Extract the lines up to and including the one that contains "margin:0; padding:0; list-style:none", starting with the first line of the entries below, and omit the pictures.

• [Saved entries]:
....................

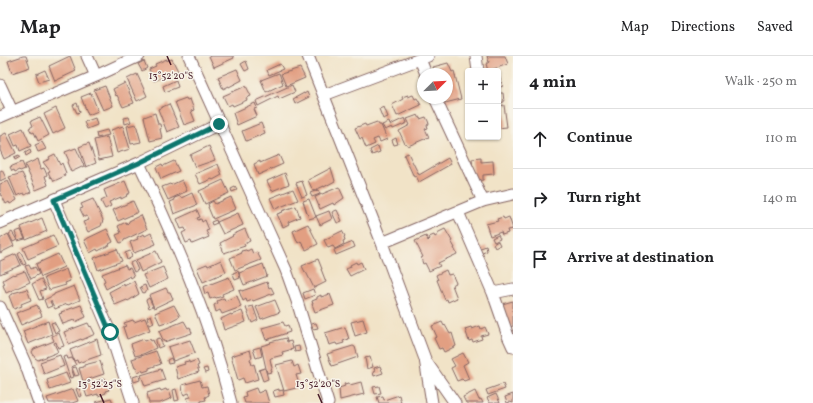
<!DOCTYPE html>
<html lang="en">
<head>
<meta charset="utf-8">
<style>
	body { margin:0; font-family:Vollkorn,serif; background:#f2f2f2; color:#202124 }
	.controls { position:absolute; right:12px; top:12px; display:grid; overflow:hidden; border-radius:4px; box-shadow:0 1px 3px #0004 }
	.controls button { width:36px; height:36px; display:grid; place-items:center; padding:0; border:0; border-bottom:1px solid #e0e0e0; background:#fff; color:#202124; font:20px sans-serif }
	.compass { position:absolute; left:417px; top:12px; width:36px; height:36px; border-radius:50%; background:#fff; box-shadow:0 1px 3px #0004; rotate:66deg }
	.stop { position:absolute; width:12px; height:12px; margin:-9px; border:3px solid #0f766e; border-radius:50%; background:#fff }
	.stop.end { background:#0f766e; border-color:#fff; box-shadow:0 1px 4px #0008 }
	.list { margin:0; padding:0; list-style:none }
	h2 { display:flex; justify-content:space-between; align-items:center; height:52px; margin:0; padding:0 16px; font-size:17px }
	h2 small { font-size:13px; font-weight:400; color:#757577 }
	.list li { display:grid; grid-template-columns:26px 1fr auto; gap:12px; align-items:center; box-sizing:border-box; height:60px; padding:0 16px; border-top:1px solid #e0e0e0 }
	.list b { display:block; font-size:15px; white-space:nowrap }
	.list em { font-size:13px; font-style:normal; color:#757577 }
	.icon { flex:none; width:22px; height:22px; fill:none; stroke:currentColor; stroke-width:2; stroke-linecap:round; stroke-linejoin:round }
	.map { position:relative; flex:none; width:513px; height:347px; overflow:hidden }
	header { display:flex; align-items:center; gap:24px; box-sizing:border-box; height:56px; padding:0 20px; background:#fff; border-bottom:1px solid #e0e0e0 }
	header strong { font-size:19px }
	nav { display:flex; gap:22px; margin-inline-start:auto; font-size:14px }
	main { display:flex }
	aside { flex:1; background:#fff }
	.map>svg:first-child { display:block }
</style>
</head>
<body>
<header>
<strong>Map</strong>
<nav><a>Map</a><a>Directions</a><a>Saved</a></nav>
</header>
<main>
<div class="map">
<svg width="513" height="347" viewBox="0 0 513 347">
	<rect width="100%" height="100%" fill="#f7f3e8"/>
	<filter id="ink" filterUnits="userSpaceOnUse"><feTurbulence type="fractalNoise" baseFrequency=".025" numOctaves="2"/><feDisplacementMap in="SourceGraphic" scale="8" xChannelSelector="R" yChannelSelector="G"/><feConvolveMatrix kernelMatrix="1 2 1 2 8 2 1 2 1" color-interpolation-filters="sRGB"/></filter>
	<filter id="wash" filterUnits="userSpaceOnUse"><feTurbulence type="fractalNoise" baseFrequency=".012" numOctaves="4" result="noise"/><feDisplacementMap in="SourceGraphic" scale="16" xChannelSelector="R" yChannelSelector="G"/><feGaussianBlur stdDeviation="0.9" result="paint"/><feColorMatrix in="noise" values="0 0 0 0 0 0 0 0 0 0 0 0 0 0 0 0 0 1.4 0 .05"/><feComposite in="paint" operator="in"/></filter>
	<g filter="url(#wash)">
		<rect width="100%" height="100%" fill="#f1e3c7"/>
		<g id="blocks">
			<path fill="#e29f82" d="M23 0H26L30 11 12 17 8 5Z
				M70 0 76 15 55 25 49 10Z
				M209 0H233L234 2 214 11Z
				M487 0H505L508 8 488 15 486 8 489 6Z
				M167 3V5L172 3 178 15 154 25 149 13 156 10 155 8Z
				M144 5 147 12 142 15 138 8Z
				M246 5 249 13 245 15 241 8Z
				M448 7 452 16 454 15 461 43 445 47 444 42H447V18H435L433 11Z
				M280 8 283 13 269 19 267 14Z
				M300 12 305 22 286 30 281 18Z
				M237 13 242 24 229 31V30L223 33 218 21Z
				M45 14 49 23 39 26 36 18Z
				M279 17 283 28 266 36 261 24Z
				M137 18 147 40 137 45 127 23Z
				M499 20 503 30 498 32V21Z
				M176 24 178 31 165 36 163 30Z
				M125 27 134 47 123 51 117 39 116 40 113 33Z
				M292 29 295 36 279 43 278 40 258 50 256 45Z
				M105 30 113 50 103 54 94 34Z
				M246 30 251 40 246 42 247 44 233 50 232 48 228 50 223 40Z
				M307 36 309 41 295 48 293 43 304 37V38Z
				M91 37 98 55 88 59 81 41Z
				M498 37H503L504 46 498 47Z
				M408 39V41L413 39 415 43 417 42 421 49 397 60 392 49 403 43 402 41Z
				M186 42 187 44 190 43 194 54 191 55 195 65 184 69 175 46Z
				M77 47 80 56 77 57 73 49Z
				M255 47 257 52 254 53 257 60 237 69 233 57Z
				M169 48 179 71 167 76 158 53Z
				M504 49 507 71 498 72V50Z
				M384 51 388 61 383 63 379 53Z
				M56 52 65 72 53 78 44 58Z
				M155 57 158 68H160L161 73H160L162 82 150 85 144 61Z
				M418 59 420 63 426 61 428 65 429 68 427 69 428 72 425 73 429 81 408 90 406 87 405 88 399 75 410 69 407 63Z
				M40 61 49 79 38 85 34 76 32 77 29 72 33 70 31 65Z
				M129 61 131 66 125 68 124 62Z
				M95 62 97 69 87 73 84 66Z
				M405 62 407 67 393 73 392 71 385 74 382 69 389 66 390 69Z
				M377 66 379 69H381L387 83 380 86 378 82 373 84 375 88 366 92 362 82 360 83 355 72 365 68 366 70Z
				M261 67 265 77 246 85 242 75Z
				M136 68 141 86 131 88 127 70Z
				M123 70 130 93 117 97 111 74Z
				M23 72 31 90 20 95 18 89 15 90 10 78Z
				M107 74 109 79 97 82 96 77Z
				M6 77 16 97 4 103 0 94V80Z
				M107 81 112 101 99 104 94 84Z
				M396 82 398 88 394 89 392 84Z
				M42 86 46 93 38 96 35 89Z
				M89 87 96 107 86 111 79 91Z
				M209 90 215 104 195 111 190 99Z
				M378 90 380 96 372 99 370 94Z
				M76 92 84 110 71 116 67 106 69 105 65 96Z
				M30 94 31 97 26 100 25 97Z
				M408 97 419 119 448 102 451 108 419 126 416 120 414 121 404 99Z
				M55 98 60 109 62 107 66 117 64 118 65 120 54 125 52 121 51 122 48 116 50 115 43 106 50 103 49 101Z
				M19 99 20 101 15 104 14 101Z
				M279 99 283 108 258 119 254 108 260 105V107Z
				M481 102V106L493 105 494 118 483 119V124L474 125 472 103Z
				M38 103 41 113 44 112 47 119 45 120 48 129 36 134 25 109Z
				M174 105 179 115 161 123 156 111 162 108 163 110Z
				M22 106 25 113 20 115 19 114 15 116 14 114 12 115 10 111Z
				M218 108 222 119 213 124 212 123 200 128 195 118Z
				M331 112 335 125 324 131V130L313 135 308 124Z
				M2 114 6 122 0 125V115Z
				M22 117 31 136 25 139 24 137 17 140 9 121Z
				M285 117 289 128 272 135 267 125Z
				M182 124 187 135 168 144 162 131 170 128 171 129Z
				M223 124 229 137 205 148 199 135Z
				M8 125 17 144 10 148 9 146 6 148 0 136V128Z
				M125 125 130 137 126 139 127 140 121 143V141L109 146 111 150 105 153 101 145 107 142 104 134Z
				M302 125 307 139 302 141 296 127Z
				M235 131 237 134 232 136 231 133Z
				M339 131 344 142 334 149 333 147 320 153 315 141Z
				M293 133 298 144 275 153 270 142Z
				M318 134 320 138 312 141 310 137Z
				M192 137 197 149 174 158 170 146 175 144 174 142 180 140 181 142Z
				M231 141 236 153 213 163 208 151H209L208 148 213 145 215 148Z
				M93 143 103 164 101 170 88 176 83 166 89 164 87 160 84 161 80 153 83 152 81 148Z
				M309 143 316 161 309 163 303 145Z
				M133 145 138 156 118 165 113 154Z
				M296 150 300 161 288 166 289 168 283 171 277 158 283 156 282 155Z
				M197 154 200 161 197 162 198 164 201 163 202 166 205 164 209 174 206 175 209 181 192 188 191 185 186 187 182 177 186 175 185 172 181 173 177 163Z
				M337 154 342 165 337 167 332 156Z
				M329 155 332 163 320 169 316 160Z
				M238 157 243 169 223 178 217 166Z
				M141 159 147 173 124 184V185L120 187 116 179 121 177 118 170 126 166 127 168 129 166V165Z
				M503 161 504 163 509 161 513 173 507 174 508 177 502 179 501 176 490 180 486 168 498 165 497 163Z
				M42 162 47 175 26 184 21 171Z
				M216 164 217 167 212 169 211 166Z
				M308 168 318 188 306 194 301 185 298 187 293 175Z
				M107 173 113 186 109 188 110 189 98 195 97 193 90 197 84 184Z
				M245 173 250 185 244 188 245 190 224 197 220 187 233 180 232 179Z
				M445 173 452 185H451L455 192H454L457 198 438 207 440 210 429 215 425 207 423 208 421 202 423 201 415 185 426 180 428 185 430 183 429 181 434 179 435 181 438 179 437 177Z
				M21 174 25 183 18 185 15 176Z
				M342 175 345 180 344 181 345 184 343 185 344 188 335 193 333 190 328 192 324 184Z
				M12 176 17 184 13 186 9 178Z
				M151 177 156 188 134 197 130 186 138 183 137 181 144 178 145 180Z
				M8 178 14 190 0 197V183Z
				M53 179 58 190 28 203 23 192Z
				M498 179 500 183 494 186 492 182Z
				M498 185 500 189 495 192 493 188Z
				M353 186 355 191 336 199 334 194Z
				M486 190 487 195 480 198 478 193Z
				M117 193 122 205 98 214 94 202Z
				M251 193 253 198 257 196 261 204 235 214 230 202 242 197 241 195 246 194 247 195Z
				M130 195 132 201 127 204 125 197Z
				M156 195 161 206 141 216 136 204Z
				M21 196 26 208 23 209 18 198Z
				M16 198 21 209 0 218V205Z
				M58 198 64 211 41 221 36 208Z
				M318 203 322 213H321L326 226 314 232 306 216H305L302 210Z
				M221 204 226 216 203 226 197 212 207 208 208 210Z
				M134 205 138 214 134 216 130 207Z
				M356 206 357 208 361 206 364 213 350 220 346 213 351 211 350 209Z
				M263 208 267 220 244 229 239 217Z
				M29 209 31 213 35 211 39 218 31 223 25 210Z
				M125 209 127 213 130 212 134 220 131 222 130 220 106 233 103 226 105 225 102 218Z
				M163 211 168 223 149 232 143 219Z
				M66 213 70 225 65 227 66 229 49 234 44 222Z
				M446 214 448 219 452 218 456 227 452 229 457 242 448 246 447 243 445 244 437 224H438L436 219Z
				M25 215 30 226 6 237 3 229 5 228 3 224 13 218 14 219Z
				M238 215 240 222 235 224 233 217Z
				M229 221 234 233 222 238 223 240 216 242 215 241 210 243 208 237 205 238 203 231Z
				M41 223 46 233 40 235 43 243 39 244 32 228Z
				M134 225 139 238 128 245 127 244 115 249 109 236 124 228V230Z
				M267 226 269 232 271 231 274 237 253 245V244L247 246 246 243 243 245 239 235 242 234V235Z
				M145 229 147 235 143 237 140 231Z
				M74 230 80 244 68 249 67 248 55 253 51 245H50L52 250 47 252 44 244 54 239V238Z
				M166 232 168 236H170L173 243 154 252 149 239Z
				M27 233 31 244 21 248 22 250 14 253 9 240 13 238V237Z
				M313 233 315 239 305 243 303 237Z
				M330 238 334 249 315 256 312 248H313L312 245 317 243V241L321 239V241Z
				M237 240 241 251 222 258 220 254 216 256 214 249 218 247 217 245 224 242 225 245Z
				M149 242 153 250 149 252 146 244Z
				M275 244 280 256 261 263 256 251Z
				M513 245V270L510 271 502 248Z
				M37 249 42 260 21 269 16 257Z
				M81 249 86 261 75 266 74 264 63 268 59 258 62 257 61 256Z
				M174 249 180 260 167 267 166 266 160 268 155 257Z
				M253 250 258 264 252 267 246 252Z
				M242 255 246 266 224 274 221 263 231 258V259Z
				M151 259 154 267 150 269 147 261Z
				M145 262 150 274 127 283 123 271 126 270 124 267 133 264 134 266Z
				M363 263 367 276 355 280 351 266Z
				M48 265 52 278 28 288 23 275Z
				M184 265 188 272 190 271 192 277 164 286 159 275Z
				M54 266 59 275 55 277 51 267Z
				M283 266 285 270 288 269 290 276 266 284 262 272Z
				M442 266 444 270 445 269 450 278 452 277 456 290 444 296 442 292 439 293 434 282 437 281 432 270Z
				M88 267 90 271 91 270 95 278 82 284 81 283 69 288 64 276Z
				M316 267 318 272 313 273 311 268Z
				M480 270 481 273 485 271 488 278 481 280 482 283 473 286 472 284 469 285 465 273 471 271 472 273Z
				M345 271 349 283 343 285 344 287 337 289 336 287 329 289 325 277Z
				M59 277 64 290 58 292 56 286 54 287 58 296 38 304 35 302 32 296 34 293 54 285 52 280Z
				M160 282 163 290 158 292 156 285V283Z
				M286 282 287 286 291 285 293 293 282 296 283 299 271 302 270 303 272 312 271 313 272 316 267 317 261 290 271 287 270 286Z
				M97 283 101 299 78 307 77 304 74 305 70 294Z
				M144 283 145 285 150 283 151 285 153 284 156 292 143 298 135 300 131 288Z
				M190 284 195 297 173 305 168 291Z
				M299 290 300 295 295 296 294 291Z
				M353 290 355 291 358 301 332 310 327 298Z
				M260 291 262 300 256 302 253 293Z
				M250 294 252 302 250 303 252 309 254 308 258 323 245 327 243 322 238 324 231 300Z
				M156 295 161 308 149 312V314L143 316 142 314 138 316 136 311H135L132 303Z
				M463 297 468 306 463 309 469 323 464 325 462 323 457 325 451 312 455 310 451 303Z
				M60 299 64 310 44 318 40 306Z
				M67 300 68 303 72 302 76 309 71 311 74 321 70 322 63 301Z
				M370 301 373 311 367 313 365 302Z
				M171 302 173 307 168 308 167 304Z
				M197 304 199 309 197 310 199 316 178 323 175 311 185 308 184 306 189 305V307Z
				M100 305 104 318 83 325 79 312 84 311V309Z
				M292 305 294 311 298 309 301 318 296 319 300 331 284 335 276 309Z
				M380 310 383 317 374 320 373 316 375 315 374 312Z
				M76 311 79 319 75 320 72 312Z
				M207 312 208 316 205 317 203 313Z
				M265 312 268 323 263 325 259 314Z
				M161 313 165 324 145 330 141 319Z
				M66 317 70 327 50 334 47 324Z
				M139 319 140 324 134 326 133 321Z
				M105 322 109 334 105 335 106 337 98 340V338L87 341 83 329 92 327V328L94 327V326Z
				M200 324 202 331 207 330 209 339 205 341 206 344 201 345V347H189L187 342 191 341 189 337 184 339 183 337 182 329Z
				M361 326 364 338 340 344 339 332 345 330 344 328 349 327 350 329Z
				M503 328 505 333 488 339 486 334Z
				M379 330 381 337 375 338 373 331Z
				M79 332 82 340 79 341 76 333Z
				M256 332 258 337 265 334 269 347H245L243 341 246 340 245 336Z
				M73 333 78 345 72 347H49L47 342Z
				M160 333 161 335 166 333 167 335 169 334 172 342 160 347H149L147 337Z
				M176 333 179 344 175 345 173 334Z
				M279 333V335L283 334 284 339 275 341 273 335Z
				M475 335 479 344 481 343 483 347H466L463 341Z
				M496 338 500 347H490L487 342Z
				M513 338V347L510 346 507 347 505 341Z
				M399 339 401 347H379L377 341 383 340 384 344Z
				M111 342 113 347H96V346Z"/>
		</g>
	</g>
	<g filter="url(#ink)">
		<use href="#blocks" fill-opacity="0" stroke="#846462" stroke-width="1"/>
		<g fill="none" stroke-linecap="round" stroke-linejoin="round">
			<defs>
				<path id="minor" d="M87 0 96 20
					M189 0 286 214 297 245 328 347
					M308 0 382 187 425 303 432 347
					M476 0 478 15
					M420 3 426 18
					M0 29 12 55
					M324 39 428 0
					M435 42 483 145
					M0 61 96 20 139 0
					M139 107C176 185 209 263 231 347
					M54 144 110 276 133 347
					M458 156 493 237 508 280 513 291
					M0 167 139 107 219 68
					M382 187 483 145 513 138
					M493 237 513 233
					M0 251 25 307 39 347
					M427 307 455 347"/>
			</defs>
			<use href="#minor" stroke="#846462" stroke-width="13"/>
			<use href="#minor" stroke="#fff" stroke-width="11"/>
		</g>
	</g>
	<g fill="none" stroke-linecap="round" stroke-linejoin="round" filter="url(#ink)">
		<path stroke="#0f766e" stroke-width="5" d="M110 276 54 144 139 107 219 68"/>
	</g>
	<path fill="none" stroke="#4a1f2b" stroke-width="1.5" d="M167 0 171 9M100 338 104 347M318 338 322 347"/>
	<g font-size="10" text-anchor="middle" fill="#4a1f2b" stroke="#f7f3e8" stroke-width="3" stroke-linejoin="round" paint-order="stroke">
		<text x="171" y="23">13°52'20"S</text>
		<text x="100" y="331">13°52'25"S</text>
		<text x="318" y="331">13°52'20"S</text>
	</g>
</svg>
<div class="controls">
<button>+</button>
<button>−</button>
</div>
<svg class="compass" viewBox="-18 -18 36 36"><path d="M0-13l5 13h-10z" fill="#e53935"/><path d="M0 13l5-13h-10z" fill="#757577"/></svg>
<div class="stop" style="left:110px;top:276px"></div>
<div class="stop end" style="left:219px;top:68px"></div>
</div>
<aside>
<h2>4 min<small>Walk · 250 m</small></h2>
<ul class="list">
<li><svg class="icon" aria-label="ahead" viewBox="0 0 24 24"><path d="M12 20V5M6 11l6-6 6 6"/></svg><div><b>Continue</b></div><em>110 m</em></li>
<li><svg class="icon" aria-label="right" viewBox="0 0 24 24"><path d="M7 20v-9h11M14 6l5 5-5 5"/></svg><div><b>Turn right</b></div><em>140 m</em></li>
<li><svg class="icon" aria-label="arrive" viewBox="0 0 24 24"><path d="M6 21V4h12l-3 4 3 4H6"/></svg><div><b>Arrive at destination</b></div></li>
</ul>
</aside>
</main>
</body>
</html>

....................

• [Response to this exercise]:
<!DOCTYPE html>
<html lang="en">
<head>
<meta charset="utf-8">
<style>
	body { margin:0; font-family:Vollkorn,serif; background:#f2f2f2; color:#202124 }
	.controls { position:absolute; right:12px; top:12px; display:grid; overflow:hidden; border-radius:4px; box-shadow:0 1px 3px #0004 }
	.controls button { width:36px; height:36px; display:grid; place-items:center; padding:0; border:0; border-bottom:1px solid #e0e0e0; background:#fff; color:#202124; font:20px sans-serif }
	.compass { position:absolute; left:417px; top:12px; width:36px; height:36px; border-radius:50%; background:#fff; box-shadow:0 1px 3px #0004; rotate:66deg }
	.stop { position:absolute; width:12px; height:12px; margin:-9px; border:3px solid #0f766e; border-radius:50%; background:#fff }
	.stop.end { background:#0f766e; border-color:#fff; box-shadow:0 1px 4px #0008 }
	.list { margin:0; padding:0; list-style:none }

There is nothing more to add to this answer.